[Stored data]
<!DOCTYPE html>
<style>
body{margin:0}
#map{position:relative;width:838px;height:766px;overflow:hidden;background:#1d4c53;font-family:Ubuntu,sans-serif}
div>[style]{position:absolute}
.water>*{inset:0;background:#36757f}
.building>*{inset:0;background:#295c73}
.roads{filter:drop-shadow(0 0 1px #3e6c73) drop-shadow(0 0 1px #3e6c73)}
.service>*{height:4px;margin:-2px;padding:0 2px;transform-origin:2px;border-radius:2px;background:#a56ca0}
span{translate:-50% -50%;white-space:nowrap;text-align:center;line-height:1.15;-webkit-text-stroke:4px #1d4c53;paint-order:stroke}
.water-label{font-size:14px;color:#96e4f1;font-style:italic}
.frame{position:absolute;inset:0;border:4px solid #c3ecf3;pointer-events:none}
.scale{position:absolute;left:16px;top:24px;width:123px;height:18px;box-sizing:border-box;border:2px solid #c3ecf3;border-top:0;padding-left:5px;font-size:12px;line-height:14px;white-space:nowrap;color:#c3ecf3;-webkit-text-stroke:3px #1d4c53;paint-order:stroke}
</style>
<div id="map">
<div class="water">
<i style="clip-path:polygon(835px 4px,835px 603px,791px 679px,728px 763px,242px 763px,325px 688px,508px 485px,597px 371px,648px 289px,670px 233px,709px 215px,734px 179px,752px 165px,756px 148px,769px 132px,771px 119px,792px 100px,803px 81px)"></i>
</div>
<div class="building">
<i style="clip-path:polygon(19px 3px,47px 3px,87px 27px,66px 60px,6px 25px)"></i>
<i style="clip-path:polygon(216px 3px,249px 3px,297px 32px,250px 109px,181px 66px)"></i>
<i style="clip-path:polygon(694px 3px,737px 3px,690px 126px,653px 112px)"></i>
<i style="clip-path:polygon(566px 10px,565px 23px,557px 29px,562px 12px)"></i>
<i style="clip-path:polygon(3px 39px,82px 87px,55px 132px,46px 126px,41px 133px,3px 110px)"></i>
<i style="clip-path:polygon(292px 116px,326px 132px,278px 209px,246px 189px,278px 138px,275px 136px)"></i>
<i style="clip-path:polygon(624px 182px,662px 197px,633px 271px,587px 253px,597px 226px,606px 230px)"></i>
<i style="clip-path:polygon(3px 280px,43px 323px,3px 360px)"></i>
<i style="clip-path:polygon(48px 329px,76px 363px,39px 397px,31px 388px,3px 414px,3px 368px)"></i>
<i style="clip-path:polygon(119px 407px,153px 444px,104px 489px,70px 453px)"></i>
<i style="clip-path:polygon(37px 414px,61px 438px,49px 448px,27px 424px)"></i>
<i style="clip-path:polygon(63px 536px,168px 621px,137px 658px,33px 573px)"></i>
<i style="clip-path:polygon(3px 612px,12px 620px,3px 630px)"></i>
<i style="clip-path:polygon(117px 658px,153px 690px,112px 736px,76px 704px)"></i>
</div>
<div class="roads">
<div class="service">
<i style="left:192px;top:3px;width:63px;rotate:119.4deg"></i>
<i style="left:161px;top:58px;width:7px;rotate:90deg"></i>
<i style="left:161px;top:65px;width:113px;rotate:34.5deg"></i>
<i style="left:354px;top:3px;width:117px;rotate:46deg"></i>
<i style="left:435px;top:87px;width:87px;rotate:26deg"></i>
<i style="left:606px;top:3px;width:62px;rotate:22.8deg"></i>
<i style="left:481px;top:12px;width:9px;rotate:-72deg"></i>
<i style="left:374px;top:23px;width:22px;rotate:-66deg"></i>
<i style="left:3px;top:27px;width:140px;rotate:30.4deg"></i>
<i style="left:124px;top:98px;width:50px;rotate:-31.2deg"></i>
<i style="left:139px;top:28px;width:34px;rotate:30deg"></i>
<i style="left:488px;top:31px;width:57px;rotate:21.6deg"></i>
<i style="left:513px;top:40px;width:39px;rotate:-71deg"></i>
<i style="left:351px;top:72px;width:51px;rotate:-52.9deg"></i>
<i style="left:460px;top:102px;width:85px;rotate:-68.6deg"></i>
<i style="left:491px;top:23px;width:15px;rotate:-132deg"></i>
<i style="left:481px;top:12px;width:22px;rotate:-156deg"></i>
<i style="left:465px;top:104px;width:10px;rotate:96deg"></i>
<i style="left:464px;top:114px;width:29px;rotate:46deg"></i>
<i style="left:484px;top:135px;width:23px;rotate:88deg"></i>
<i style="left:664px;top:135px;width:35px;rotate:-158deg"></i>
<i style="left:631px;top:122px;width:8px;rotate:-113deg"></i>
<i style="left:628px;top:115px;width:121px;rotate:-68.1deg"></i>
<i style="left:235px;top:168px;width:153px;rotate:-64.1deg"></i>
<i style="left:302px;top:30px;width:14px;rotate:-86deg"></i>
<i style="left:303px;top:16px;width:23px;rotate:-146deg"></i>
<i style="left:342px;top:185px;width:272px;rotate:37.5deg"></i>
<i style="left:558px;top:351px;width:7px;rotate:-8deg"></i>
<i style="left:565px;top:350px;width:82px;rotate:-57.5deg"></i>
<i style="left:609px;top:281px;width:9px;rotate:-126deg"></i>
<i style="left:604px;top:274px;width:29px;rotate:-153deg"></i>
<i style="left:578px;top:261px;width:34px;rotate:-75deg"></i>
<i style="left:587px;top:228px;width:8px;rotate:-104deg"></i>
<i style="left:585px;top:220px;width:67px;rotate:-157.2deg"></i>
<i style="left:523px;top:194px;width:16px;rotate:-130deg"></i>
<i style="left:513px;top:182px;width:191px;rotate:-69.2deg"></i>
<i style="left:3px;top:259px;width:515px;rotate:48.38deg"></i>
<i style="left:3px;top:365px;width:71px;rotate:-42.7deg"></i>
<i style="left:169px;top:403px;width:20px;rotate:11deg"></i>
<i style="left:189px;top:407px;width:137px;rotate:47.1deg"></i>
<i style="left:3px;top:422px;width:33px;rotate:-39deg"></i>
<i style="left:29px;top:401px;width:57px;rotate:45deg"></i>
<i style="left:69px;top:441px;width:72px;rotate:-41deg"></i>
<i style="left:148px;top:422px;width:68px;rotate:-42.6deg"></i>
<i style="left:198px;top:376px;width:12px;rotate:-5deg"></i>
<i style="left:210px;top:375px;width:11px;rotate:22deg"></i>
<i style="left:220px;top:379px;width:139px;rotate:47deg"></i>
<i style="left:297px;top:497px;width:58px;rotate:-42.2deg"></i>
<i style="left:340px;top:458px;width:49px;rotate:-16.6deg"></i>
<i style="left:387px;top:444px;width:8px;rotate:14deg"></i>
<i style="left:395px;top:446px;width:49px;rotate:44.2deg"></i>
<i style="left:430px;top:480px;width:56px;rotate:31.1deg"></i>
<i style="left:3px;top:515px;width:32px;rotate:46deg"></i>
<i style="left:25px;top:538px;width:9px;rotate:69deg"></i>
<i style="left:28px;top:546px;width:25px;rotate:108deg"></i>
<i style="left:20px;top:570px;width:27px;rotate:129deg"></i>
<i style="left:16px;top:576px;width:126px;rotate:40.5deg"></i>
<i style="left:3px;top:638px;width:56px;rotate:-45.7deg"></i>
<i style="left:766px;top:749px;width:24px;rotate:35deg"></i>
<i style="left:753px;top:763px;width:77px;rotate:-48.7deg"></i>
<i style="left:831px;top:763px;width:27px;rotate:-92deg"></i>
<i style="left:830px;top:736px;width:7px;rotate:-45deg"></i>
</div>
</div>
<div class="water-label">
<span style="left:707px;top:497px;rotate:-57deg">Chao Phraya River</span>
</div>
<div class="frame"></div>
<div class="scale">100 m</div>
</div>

Task: In the records above, find each line that mentions the string "margin", then copy it.

Written answer:
body{margin:0}
.service>*{height:4px;margin:-2px;padding:0 2px;transform-origin:2px;border-radius:2px;background:#a56ca0}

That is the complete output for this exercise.